The RNA polymerase II core promoter is a critical yet often overlooked component in the transcription process. The core promoter is defined as the stretch of DNA, which encompasses the RNA start site ...and is typically approx. 40-50 nt in length, that directs the initiation of gene transcription. In the past, it has been generally presumed that core promoters are general in function and that transcription initiation occurs via a common shared mechanism. Recent studies have revealed, however, that there is considerable diversity in core promoter structure and function. There are a number of DNA elements that contribute to core promoter activity, and the specific properties of a given core promoter are dictated by the presence or absence of these core promoter motifs.
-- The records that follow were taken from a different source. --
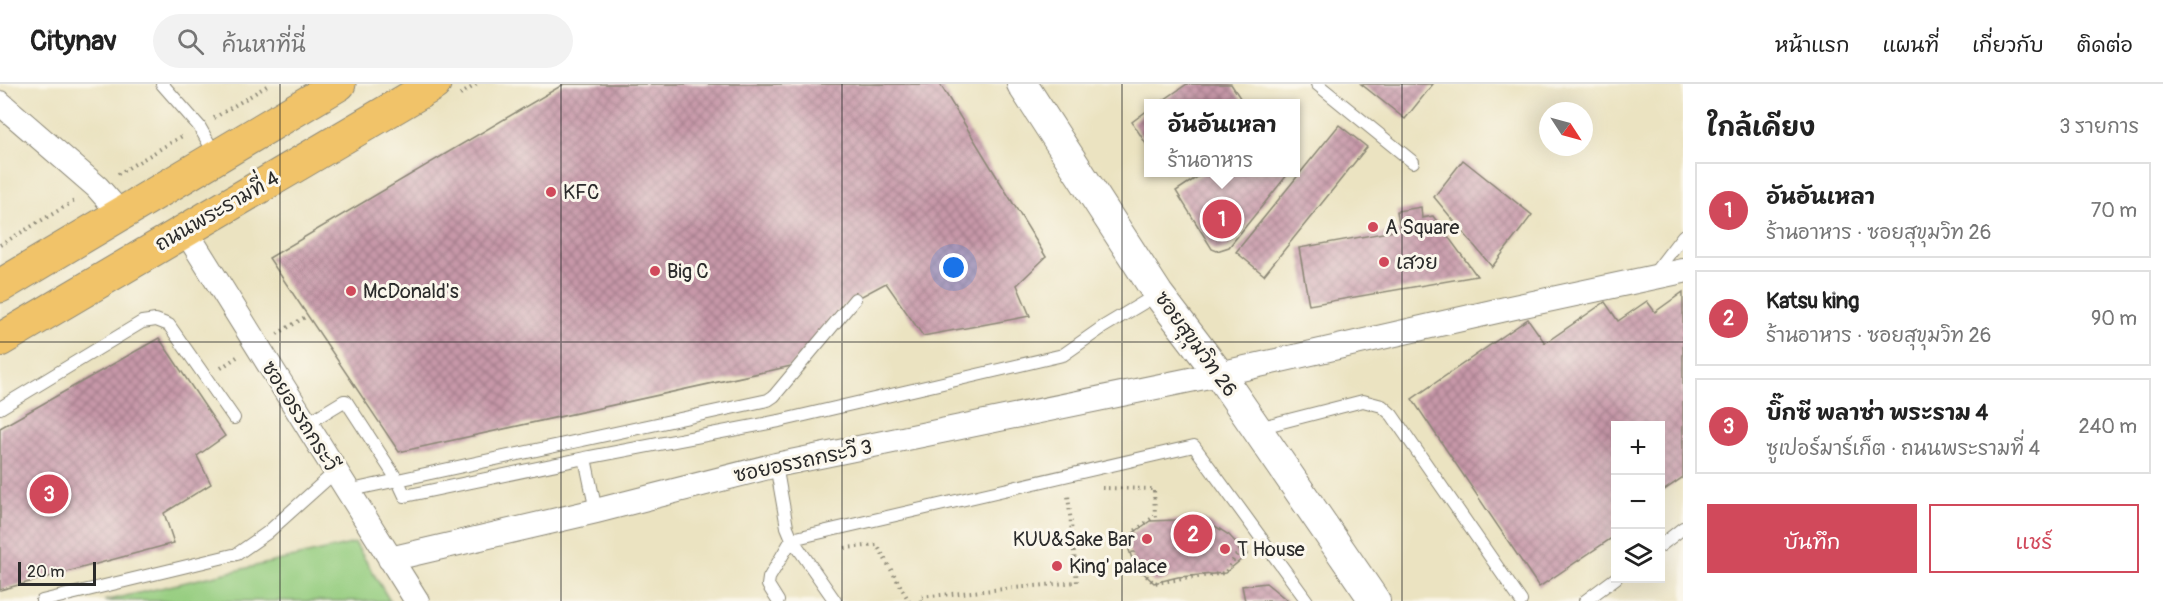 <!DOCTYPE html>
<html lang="th">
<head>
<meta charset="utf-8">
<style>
  :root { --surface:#fff; --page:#f2f2f2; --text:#222; --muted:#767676; --line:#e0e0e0; --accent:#d1495b }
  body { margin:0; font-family:Pangolin,"Playpen Sans Thai",sans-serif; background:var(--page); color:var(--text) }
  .controls { position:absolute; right:18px; bottom:18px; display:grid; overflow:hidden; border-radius:0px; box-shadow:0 6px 24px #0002 }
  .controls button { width:54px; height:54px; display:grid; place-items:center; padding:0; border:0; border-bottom:2px solid var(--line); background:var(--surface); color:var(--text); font:30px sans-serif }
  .compass { position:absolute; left:1539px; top:18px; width:54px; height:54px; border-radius:50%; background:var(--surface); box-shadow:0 6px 24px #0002; rotate:126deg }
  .scale { position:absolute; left:18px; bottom:15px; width:78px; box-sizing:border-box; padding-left:6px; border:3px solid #2b2b2b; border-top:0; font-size:16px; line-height:21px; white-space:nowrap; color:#2b2b2b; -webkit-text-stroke:4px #fbf7ec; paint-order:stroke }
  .you { position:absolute; left:954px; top:184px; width:21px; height:21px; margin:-15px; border:4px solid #fff; border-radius:50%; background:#1a73e8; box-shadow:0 0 0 9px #1a73e833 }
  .badge { display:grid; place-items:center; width:39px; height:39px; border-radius:50%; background:var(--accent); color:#fff; font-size:20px; font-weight:700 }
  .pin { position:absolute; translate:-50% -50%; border:3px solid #fff; box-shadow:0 2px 6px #0006 }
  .popup { position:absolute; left:1144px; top:15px; width:156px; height:78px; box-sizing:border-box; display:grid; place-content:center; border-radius:0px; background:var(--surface); filter:drop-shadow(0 2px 4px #0005); font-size:20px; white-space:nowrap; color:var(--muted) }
  .popup b { font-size:22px; color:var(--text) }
  .popup::after { content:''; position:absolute; left:50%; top:100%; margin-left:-12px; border:12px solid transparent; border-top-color:var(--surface) }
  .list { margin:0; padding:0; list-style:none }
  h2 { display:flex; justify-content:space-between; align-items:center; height:78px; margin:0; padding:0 24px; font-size:26px }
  h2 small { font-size:20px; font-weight:400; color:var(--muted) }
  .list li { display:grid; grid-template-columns:39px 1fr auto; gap:18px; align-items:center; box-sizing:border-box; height:96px; margin:0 12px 12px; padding:0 12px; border:2px solid var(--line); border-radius:0px }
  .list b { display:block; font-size:22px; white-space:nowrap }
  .list p { margin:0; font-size:20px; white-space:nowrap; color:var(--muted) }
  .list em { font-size:20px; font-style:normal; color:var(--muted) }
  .actions { display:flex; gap:12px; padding:18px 24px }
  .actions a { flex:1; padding:14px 0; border:2px solid var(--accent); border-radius:0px; text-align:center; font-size:21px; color:var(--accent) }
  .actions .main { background:var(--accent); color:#fff }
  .icon { flex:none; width:33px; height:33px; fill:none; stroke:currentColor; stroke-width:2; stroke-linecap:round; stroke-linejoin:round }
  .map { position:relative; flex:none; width:1683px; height:517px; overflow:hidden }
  header { display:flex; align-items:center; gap:36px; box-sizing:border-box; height:84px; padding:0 30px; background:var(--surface); border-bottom:2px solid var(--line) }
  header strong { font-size:28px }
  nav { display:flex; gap:33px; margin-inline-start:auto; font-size:21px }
  .search { width:420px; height:54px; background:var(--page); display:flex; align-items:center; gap:15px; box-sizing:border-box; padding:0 21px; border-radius:33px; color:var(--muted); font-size:22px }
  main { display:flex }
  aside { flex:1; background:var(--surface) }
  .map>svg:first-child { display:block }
  .green { fill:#96cd80; stroke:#607c56; stroke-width:1.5 }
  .building { fill:url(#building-cross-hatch) }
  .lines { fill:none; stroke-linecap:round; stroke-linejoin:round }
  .service-casing { stroke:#8b8776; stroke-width:14 }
  .minor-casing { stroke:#8b8776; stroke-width:26 }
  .tertiary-casing { stroke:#8b8776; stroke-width:32 }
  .primary-casing { stroke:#8b8776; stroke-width:35 }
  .path { stroke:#8b8776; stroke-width:4; stroke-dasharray:1.5 4.5; stroke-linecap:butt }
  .service { stroke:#fff; stroke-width:12 }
  .minor { stroke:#fff; stroke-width:24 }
  .tertiary { stroke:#fff; stroke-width:30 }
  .primary { stroke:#f1c369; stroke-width:33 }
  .grid { fill:none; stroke:#2b2b2b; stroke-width:1.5; stroke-opacity:0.55 }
  .poi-dot { fill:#d1495b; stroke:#fbf7ec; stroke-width:2 }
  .labels { text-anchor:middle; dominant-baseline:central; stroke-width:6; stroke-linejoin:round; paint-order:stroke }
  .poi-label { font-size:20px; fill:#2b2b2b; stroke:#fbf7ec; text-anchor:start }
  .street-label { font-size:20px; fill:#2b2b2b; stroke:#fbf7ec }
</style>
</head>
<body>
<header>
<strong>Citynav</strong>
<div class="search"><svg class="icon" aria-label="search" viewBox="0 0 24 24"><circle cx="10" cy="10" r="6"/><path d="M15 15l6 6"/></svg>ค้นหาที่นี่</div>
<nav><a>หน้าแรก</a><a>แผนที่</a><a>เกี่ยวกับ</a><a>ติดต่อ</a></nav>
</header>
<main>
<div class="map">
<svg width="1683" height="517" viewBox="0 0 1683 517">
  <defs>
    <pattern id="building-cross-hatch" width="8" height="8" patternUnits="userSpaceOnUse" patternTransform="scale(1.5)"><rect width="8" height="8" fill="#c798a9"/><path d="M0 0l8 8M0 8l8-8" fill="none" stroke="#a27c8a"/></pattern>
  </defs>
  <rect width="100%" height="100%" fill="#fbf7ec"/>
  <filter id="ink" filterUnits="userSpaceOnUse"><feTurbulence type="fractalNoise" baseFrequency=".0167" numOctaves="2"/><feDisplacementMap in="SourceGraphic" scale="12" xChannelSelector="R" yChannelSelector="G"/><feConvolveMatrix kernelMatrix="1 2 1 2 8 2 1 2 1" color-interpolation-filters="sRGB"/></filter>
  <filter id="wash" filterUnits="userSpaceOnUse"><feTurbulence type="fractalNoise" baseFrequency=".008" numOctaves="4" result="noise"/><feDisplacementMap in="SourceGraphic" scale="24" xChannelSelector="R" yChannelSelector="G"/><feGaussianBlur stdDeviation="1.35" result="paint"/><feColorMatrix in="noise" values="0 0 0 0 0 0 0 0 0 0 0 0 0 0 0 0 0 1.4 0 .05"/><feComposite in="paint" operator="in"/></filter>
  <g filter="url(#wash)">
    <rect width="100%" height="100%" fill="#ebe3c1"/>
    <path class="green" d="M355,459L390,517H104Z"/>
    <g id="blocks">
      <path class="building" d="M564,0H940L1046,173L1017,201L1030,232L923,252L886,199L843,222L791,282L399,368L269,174Z
        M1187,0H1231L1244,20H1158Z
        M1361,0H1433L1405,35Z
        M1148,26V63L1132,38Z
        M1339,41L1367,63L1264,191L1236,168Z
        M1463,76L1532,131L1492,183L1434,113Z
        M1205,88H1287L1288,90L1229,163L1217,167L1212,165L1176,107Z
        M1421,123L1422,134L1433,132L1477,192L1309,221L1299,164L1400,146L1397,127Z
        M1683,208V393L1660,409V342H1616V451L1539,503L1412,315L1528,235L1545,259L1605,218L1618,237L1647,217L1655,228Z
        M159,254L225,352L197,372L211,400L164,429L174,459L0,506V344Z
        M1204,435L1229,451L1241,464L1242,475L1225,489L1178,493L1154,499L1134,480L1125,455L1150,437Z
        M1266,499L1288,517H1245L1242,502Z"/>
    </g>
  </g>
  <g filter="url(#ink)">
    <use href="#blocks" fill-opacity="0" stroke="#8b8776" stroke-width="1.5"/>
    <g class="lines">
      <defs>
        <path id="service" d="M162,0L199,42L216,72
          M1317,0L1413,78
          M1653,191L1683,152
          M0,324L142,238L156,236L169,241L234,334
          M306,340L344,317H346L398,397L405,412L585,374
          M1258,344L1363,317L1382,322L1392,331L1521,517
          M776,381L787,443L792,455L835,517
          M347,407L768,316L774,312L855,215
          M596,427L585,374L779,337L1063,271L1103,243L1158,210
          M1660,462L1683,444
          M42,517L237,470L267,449L335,388
          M778,517L768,501L769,494L792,455L1194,362L1307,517
          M1585,517L1616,494"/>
        <path id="minor" d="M0,19L97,103L121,130
          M185,146L417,517
          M390,475L596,427L776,381L1219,290L1510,224L1683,187"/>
        <path id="tertiary" d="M1022,0L1158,210L1219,290L1375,517"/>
        <path id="primary" d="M0,202L339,0
          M0,256L434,0"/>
      </defs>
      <use href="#service" class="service-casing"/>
      <use href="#minor" class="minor-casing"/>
      <use href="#tertiary" class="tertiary-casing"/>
      <use href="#primary" class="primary-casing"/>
      <path class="path" d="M460,11L477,0
        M214,34L270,0
        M118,90L184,51
        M0,161L76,116
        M277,250L307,232
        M221,284L237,273
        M1102,404L1154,405L1155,432L1132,449L1134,480L1154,499L1225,489L1241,464L1248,471
        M845,464L877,461L909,517
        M921,517L920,513L1077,498L1068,411"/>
      <use href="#service" class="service"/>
      <use href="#minor" class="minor"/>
      <use href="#tertiary" class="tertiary"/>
      <use href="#primary" class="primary"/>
    </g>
  </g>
  <path class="grid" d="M280,0V517M561,0V517M842,0V517M1122,0V517M1402,0V517M0,258H1683"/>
  <g class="poi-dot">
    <circle cx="551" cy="108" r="6"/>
    <circle cx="1373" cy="143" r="6"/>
    <circle cx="1384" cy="178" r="6"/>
    <circle cx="655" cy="187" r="6"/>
    <circle cx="351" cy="207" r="6"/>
    <circle cx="1147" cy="455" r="6"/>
    <circle cx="1225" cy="465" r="6"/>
    <circle cx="1057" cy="482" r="6"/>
  </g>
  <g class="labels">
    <g class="poi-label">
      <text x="563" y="108">KFC</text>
      <text x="1385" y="143">A Square</text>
      <text x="1396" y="178">เสวย</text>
      <text x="667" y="187">Big C</text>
      <text x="363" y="207">McDonald's</text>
      <text x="1135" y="455" text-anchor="end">KUU&amp;Sake Bar</text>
      <text x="1237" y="465">T House</text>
      <text x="1069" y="482">King' palace</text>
    </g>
    <g class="street-label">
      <text transform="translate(217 127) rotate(-30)">ถนนพระรามที่ 4</text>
      <text transform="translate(1196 260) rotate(54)">ซอยสุขุมวิท 26</text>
      <text transform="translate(300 332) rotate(58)">ซอยอรรถกระวี</text>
      <text transform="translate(803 377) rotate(-12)">ซอยอรรถกระวี 3</text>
    </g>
  </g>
</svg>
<div class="controls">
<button>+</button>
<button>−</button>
<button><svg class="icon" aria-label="layers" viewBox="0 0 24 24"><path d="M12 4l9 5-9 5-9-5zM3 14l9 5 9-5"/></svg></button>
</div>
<svg class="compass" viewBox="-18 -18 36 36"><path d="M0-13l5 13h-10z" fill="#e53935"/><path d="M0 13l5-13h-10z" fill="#767676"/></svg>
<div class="scale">20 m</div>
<div class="you"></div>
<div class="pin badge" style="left:1222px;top:135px">1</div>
<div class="popup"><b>อันอันเหลา</b>ร้านอาหาร</div>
<div class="pin badge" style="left:1193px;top:450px">2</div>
<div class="pin badge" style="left:49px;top:410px">3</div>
</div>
<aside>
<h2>ใกล้เคียง<small>3 รายการ</small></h2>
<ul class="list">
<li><span class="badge">1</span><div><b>อันอันเหลา</b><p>ร้านอาหาร · ซอยสุขุมวิท 26</p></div><em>70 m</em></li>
<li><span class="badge">2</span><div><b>Katsu king</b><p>ร้านอาหาร · ซอยสุขุมวิท 26</p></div><em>90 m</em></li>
<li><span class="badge">3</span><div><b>บิ๊กซี พลาซ่า พระราม 4</b><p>ซูเปอร์มาร์เก็ต · ถนนพระรามที่ 4</p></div><em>240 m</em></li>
</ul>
<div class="actions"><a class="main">บันทึก</a><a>แชร์</a></div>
</aside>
</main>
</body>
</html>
The known core promoter elements include the TATA box, Inr (initiator), BRE(u) {BRE TFIIB (transcription factor for RNA polymerase IIB) recognition element upstream of the TATA box} and BRE(d) (BRE downstream of the TATA box), MTE (motif ten element), DCE (downstream core element) and DPE (downstream core promoter element). In this paper, we will provide some perspectives on current and future issues that pertain to the RNA polymerase II core promoter.